_How to complete this task_: From the entries below, gather every line containing the string "sheet".

Saved data entries
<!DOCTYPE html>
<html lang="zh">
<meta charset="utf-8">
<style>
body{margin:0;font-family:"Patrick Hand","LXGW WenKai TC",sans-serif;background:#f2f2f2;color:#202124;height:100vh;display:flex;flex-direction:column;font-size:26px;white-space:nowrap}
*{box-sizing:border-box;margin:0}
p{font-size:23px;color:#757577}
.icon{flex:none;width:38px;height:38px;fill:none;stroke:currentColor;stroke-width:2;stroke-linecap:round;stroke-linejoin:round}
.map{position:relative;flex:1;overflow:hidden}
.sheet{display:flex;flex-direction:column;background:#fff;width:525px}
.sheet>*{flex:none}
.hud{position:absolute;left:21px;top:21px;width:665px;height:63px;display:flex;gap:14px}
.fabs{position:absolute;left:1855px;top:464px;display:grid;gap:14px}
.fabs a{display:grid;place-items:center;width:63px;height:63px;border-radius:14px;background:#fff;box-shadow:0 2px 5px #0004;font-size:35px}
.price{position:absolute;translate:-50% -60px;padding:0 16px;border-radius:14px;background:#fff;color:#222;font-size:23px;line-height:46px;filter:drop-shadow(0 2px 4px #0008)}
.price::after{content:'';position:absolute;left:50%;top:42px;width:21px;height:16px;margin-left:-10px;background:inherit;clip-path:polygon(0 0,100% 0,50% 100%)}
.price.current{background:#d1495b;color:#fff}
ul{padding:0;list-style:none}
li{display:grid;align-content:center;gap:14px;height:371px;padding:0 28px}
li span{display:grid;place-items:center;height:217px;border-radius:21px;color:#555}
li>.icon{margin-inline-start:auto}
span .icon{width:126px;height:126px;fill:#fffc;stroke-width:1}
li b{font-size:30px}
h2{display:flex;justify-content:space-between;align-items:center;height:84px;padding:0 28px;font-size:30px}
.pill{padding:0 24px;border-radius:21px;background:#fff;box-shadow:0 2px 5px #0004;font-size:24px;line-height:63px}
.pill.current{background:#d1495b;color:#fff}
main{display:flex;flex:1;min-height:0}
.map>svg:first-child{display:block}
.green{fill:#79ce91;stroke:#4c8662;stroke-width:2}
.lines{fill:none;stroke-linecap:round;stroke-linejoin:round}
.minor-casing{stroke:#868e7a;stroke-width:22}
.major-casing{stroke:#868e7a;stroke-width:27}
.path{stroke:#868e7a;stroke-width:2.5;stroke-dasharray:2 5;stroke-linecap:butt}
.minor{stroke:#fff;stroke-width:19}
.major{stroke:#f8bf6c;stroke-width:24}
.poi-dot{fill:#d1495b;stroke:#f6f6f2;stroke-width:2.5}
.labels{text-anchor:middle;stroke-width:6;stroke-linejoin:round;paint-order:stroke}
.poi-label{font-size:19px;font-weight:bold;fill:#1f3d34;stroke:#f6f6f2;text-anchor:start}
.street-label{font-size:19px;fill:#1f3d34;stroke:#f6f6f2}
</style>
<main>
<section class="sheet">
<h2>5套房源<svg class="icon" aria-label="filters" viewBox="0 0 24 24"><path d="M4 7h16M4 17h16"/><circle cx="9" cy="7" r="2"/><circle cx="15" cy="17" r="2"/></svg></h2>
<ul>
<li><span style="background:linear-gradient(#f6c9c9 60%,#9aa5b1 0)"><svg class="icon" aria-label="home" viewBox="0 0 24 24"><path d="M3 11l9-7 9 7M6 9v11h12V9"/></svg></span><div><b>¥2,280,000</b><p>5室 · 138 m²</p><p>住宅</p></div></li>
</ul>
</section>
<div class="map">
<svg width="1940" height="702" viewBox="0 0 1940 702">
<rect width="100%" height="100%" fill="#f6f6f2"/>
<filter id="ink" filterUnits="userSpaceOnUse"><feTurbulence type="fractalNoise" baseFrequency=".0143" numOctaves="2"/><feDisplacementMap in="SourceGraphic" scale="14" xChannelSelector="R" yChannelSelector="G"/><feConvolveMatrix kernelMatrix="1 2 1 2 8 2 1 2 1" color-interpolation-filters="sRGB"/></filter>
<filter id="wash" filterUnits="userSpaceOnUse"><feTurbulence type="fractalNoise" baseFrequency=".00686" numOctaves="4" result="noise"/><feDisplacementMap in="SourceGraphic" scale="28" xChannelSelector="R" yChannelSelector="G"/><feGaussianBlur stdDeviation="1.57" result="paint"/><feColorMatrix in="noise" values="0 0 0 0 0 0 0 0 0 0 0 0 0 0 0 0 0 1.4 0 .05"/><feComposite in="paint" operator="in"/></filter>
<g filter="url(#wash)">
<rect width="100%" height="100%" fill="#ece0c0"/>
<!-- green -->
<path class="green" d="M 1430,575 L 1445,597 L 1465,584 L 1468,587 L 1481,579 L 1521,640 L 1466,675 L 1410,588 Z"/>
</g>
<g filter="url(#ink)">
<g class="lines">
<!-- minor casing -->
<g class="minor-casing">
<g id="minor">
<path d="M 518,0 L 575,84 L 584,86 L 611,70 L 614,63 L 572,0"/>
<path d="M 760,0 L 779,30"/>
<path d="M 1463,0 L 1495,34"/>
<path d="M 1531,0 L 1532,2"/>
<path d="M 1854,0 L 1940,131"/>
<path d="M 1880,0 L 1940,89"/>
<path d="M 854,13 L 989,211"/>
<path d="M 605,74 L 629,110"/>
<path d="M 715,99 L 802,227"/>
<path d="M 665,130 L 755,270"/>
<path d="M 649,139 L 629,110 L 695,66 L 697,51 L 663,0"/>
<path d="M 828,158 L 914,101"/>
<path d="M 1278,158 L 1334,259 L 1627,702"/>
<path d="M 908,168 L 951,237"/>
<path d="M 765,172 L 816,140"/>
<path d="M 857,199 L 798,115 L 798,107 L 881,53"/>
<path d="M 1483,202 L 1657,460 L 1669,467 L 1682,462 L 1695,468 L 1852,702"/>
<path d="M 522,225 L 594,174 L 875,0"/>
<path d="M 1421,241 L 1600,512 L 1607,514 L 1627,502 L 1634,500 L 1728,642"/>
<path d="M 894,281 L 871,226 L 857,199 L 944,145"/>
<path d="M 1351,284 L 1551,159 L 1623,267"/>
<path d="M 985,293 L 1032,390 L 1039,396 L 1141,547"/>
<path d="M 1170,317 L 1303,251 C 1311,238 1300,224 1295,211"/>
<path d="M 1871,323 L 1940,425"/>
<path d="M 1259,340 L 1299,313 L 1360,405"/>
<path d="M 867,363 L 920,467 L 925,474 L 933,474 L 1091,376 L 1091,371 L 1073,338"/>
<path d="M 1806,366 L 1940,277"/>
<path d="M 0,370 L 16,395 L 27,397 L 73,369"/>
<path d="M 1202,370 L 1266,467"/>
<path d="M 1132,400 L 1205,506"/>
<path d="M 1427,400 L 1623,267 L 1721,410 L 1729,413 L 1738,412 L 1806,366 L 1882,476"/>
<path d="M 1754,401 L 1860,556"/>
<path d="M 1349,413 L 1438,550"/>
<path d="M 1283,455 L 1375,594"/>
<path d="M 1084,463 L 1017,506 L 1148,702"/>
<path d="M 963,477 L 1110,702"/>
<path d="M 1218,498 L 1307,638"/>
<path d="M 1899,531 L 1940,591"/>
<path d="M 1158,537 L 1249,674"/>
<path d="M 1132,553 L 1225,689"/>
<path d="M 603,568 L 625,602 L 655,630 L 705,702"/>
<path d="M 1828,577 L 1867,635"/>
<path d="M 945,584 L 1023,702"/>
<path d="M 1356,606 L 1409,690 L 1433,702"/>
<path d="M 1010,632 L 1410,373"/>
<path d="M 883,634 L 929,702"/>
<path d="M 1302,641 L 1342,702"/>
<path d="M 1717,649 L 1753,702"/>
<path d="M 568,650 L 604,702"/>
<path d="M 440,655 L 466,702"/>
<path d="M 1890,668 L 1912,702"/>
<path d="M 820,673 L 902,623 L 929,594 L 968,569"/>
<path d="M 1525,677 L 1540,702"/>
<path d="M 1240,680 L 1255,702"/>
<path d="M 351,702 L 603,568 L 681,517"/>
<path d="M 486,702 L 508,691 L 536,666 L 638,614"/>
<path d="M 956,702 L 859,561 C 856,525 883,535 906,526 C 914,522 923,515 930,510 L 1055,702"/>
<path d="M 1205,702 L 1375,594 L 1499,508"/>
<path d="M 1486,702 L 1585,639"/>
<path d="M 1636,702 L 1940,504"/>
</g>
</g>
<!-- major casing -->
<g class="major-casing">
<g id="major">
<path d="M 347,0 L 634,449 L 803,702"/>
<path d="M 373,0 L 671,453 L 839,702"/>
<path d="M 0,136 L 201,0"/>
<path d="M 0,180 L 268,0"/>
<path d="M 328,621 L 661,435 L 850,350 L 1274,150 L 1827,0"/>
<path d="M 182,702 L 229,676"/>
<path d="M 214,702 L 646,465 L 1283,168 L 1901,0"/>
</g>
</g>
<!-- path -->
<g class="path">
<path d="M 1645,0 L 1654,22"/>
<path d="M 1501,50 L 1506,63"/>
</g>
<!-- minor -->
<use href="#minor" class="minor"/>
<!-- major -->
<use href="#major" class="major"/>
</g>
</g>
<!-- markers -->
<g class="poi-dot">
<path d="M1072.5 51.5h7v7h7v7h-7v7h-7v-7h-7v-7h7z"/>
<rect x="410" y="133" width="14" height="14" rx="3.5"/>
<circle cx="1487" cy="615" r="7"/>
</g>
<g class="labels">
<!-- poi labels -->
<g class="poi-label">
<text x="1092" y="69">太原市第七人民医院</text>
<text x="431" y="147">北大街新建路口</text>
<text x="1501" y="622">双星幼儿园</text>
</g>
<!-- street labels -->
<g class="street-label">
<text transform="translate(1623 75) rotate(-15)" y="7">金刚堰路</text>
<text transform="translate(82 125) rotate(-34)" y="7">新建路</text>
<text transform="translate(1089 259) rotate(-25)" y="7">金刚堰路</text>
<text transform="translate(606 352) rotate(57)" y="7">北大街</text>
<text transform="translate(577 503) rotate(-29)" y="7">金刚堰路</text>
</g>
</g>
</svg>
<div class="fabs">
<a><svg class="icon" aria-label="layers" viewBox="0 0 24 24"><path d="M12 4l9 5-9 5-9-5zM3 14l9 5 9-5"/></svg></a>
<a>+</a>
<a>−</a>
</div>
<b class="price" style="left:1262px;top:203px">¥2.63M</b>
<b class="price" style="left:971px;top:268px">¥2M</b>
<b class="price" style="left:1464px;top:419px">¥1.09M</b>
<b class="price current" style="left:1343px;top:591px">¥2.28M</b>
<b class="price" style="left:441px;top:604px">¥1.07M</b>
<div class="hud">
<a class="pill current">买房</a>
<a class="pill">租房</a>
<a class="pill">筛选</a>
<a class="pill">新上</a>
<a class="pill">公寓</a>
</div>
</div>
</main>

_Solved problem_:
.sheet{display:flex;flex-direction:column;background:#fff;width:525px}
.sheet>*{flex:none}
<section class="sheet">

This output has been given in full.